# Simple Regression Dataset - Linear Regression vs. XGBoost (Local Mode)

Model with XGBoost training locally to notebook
XGBoost, or [Extreme Gradient Boosting](https://www.datacamp.com/community/tutorials/xgboost-in-python), is a family of boosting algorithms that uses gradient boosting framework at its core.

This section will work with XGBoost as a local installation to the instance.

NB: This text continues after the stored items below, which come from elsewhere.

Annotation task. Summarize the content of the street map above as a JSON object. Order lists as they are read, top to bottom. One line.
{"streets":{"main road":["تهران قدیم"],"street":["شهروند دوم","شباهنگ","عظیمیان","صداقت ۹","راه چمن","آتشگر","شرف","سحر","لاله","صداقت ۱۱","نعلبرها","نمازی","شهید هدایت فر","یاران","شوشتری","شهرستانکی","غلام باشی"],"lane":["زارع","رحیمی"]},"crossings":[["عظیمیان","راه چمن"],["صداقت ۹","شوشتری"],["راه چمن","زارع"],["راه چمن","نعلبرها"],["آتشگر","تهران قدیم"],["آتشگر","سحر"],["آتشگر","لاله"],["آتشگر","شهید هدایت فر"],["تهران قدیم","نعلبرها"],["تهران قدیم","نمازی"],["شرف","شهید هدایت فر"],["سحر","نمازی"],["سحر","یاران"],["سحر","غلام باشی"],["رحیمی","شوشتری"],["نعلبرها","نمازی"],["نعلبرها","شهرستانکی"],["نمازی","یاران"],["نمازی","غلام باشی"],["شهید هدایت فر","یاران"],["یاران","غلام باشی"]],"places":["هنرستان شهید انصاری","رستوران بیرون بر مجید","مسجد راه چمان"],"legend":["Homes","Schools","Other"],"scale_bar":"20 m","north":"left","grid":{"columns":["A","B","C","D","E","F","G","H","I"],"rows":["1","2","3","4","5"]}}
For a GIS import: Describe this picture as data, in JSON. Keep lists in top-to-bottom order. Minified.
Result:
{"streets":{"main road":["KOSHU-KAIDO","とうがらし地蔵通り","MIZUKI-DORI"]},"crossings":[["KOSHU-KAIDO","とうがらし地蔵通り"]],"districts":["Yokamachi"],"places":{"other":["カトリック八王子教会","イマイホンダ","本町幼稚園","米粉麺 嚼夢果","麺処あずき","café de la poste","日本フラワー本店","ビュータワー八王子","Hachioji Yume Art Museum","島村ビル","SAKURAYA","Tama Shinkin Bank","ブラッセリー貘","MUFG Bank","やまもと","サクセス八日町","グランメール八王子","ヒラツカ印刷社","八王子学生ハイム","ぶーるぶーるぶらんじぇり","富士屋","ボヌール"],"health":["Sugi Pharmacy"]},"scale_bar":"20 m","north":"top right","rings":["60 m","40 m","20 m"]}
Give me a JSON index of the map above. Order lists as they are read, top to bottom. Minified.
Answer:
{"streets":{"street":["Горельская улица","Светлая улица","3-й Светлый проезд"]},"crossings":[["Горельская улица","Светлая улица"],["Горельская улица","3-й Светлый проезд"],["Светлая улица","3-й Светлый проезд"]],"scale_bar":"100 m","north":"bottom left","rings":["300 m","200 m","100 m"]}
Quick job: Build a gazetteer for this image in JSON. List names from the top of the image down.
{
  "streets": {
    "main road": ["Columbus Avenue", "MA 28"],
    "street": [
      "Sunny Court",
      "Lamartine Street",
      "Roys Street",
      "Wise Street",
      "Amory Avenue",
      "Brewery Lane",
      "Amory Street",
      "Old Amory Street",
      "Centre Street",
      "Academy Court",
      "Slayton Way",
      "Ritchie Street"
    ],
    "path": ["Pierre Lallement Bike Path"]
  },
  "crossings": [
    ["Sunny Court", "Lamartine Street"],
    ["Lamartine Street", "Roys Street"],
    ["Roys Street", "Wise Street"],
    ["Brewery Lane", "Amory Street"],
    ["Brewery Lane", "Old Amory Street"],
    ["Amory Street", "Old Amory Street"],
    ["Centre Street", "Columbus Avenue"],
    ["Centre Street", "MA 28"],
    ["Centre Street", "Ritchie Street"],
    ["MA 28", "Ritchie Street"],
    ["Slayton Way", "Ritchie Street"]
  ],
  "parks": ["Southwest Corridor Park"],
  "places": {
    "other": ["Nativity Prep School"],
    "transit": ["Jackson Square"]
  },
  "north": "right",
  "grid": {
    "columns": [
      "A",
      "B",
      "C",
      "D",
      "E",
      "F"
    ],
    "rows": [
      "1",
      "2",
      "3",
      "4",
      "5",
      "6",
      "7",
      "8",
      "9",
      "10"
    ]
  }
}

* This will take several minutes to train (even with a small amount of data)
* When algorithm supported by *Python*, the data can be locally to the instance
* In this section: Compare XBGoost to Linear Regression against dataset

**Kernel used:** Conda with TensorFlow Python 3.6.5 for Amazon Elastic Instance *(conda_amazonei_tensorflow_p36)*

### Major Library Versions Used

| Library | Version |
|---------|:--------|
| conda | 4.8.2 |
| matplotlib | 3.0.3 |
| numpy | 1.17.4 |
| pandas | 0.24.2 |
| pip | 20.2 |
| python | 3.6.5 |
| xgboost | 0.90 |

### First update *conda* and *pip* to latest version

In [None]:
!conda install conda -y
!pip install --upgrade pip

### Ensure required packages are installed

In [None]:
!conda list conda
!conda list numpy
!conda list pandas
!conda list pip
!conda list python
!conda list matplotlib

### Missing Required Libraries

In [None]:
# If missing required libraries: uncomment
# ! conda install <package from previous step>

## Install XGboost into the Notebook

Here: I am using *pip* to install.

Ensure that a kernel is running before installing.
***Note:*** *This may take several minutes for the initial installation.*

In [None]:
!pip install xgboost==0.90

## Libraries

In [None]:
import sys
import numpy as np
import pandas as pd
import matplotlib.pyplot as plt
from sklearn.metrics import mean_squared_error, mean_absolute_error # to calculate the regression loss
from sklearn.metrics import confusion_matrix, accuracy_score, roc_auc_score
from sklearn.linear_model import LinearRegression

In [None]:
# XGBoost

import xgboost as xgb

### Data Read

In [None]:
df = pd.read_csv('linear_data.csv')

In [None]:
df.head()

### Plot the dataset

In [None]:
plt.plot(df.x, df.y, label='Target')
plt.grid(True)
plt.xlabel('Input Feature')
plt.ylabel('Target')
plt.legend()
plt.title('Simmple Regression Dataset')
plt.show()

### Load Training and Validation Datasets

In [None]:
train_file = 'linearTrain.csv'
validation_file = 'linearValidation.csv'

# Specify the column names, since the files do not have headers
df_train = pd.read_csv(train_file, names=['y','x'])
df_validation = pd.read_csv(validation_file, names=['y','x'])

In [None]:
df_train.head() # data check

In [None]:
df_validation.head()

### Plot the datasets

In [None]:
plt.scatter(df_train.x, df_train.y, label='Training', marker='.')
plt.scatter(df_validation.x, df_validation.y, label='Validation', marker='.')
plt.grid(True)
plt.xlabel('Input Feature')
plt.ylabel('Target')
plt.title('Simple Regression Dataset')
plt.legend()
plt.show()

### Separating Features and Targets for Training and Validation
This is in preparation for use in XGBoost's regressor
*Note: Remember that Python indices start at 0*

In [None]:
X_train = df_train.iloc[:,1:] # Features pull from 2nd column to the end
y_train = df_train.iloc[:,0].ravel() # Target: 1st Column (0th) Recall: ravel to flatten array

X_validation = df_validation.iloc[:,1:]
y_validation = df_validation.iloc[:,0].ravel()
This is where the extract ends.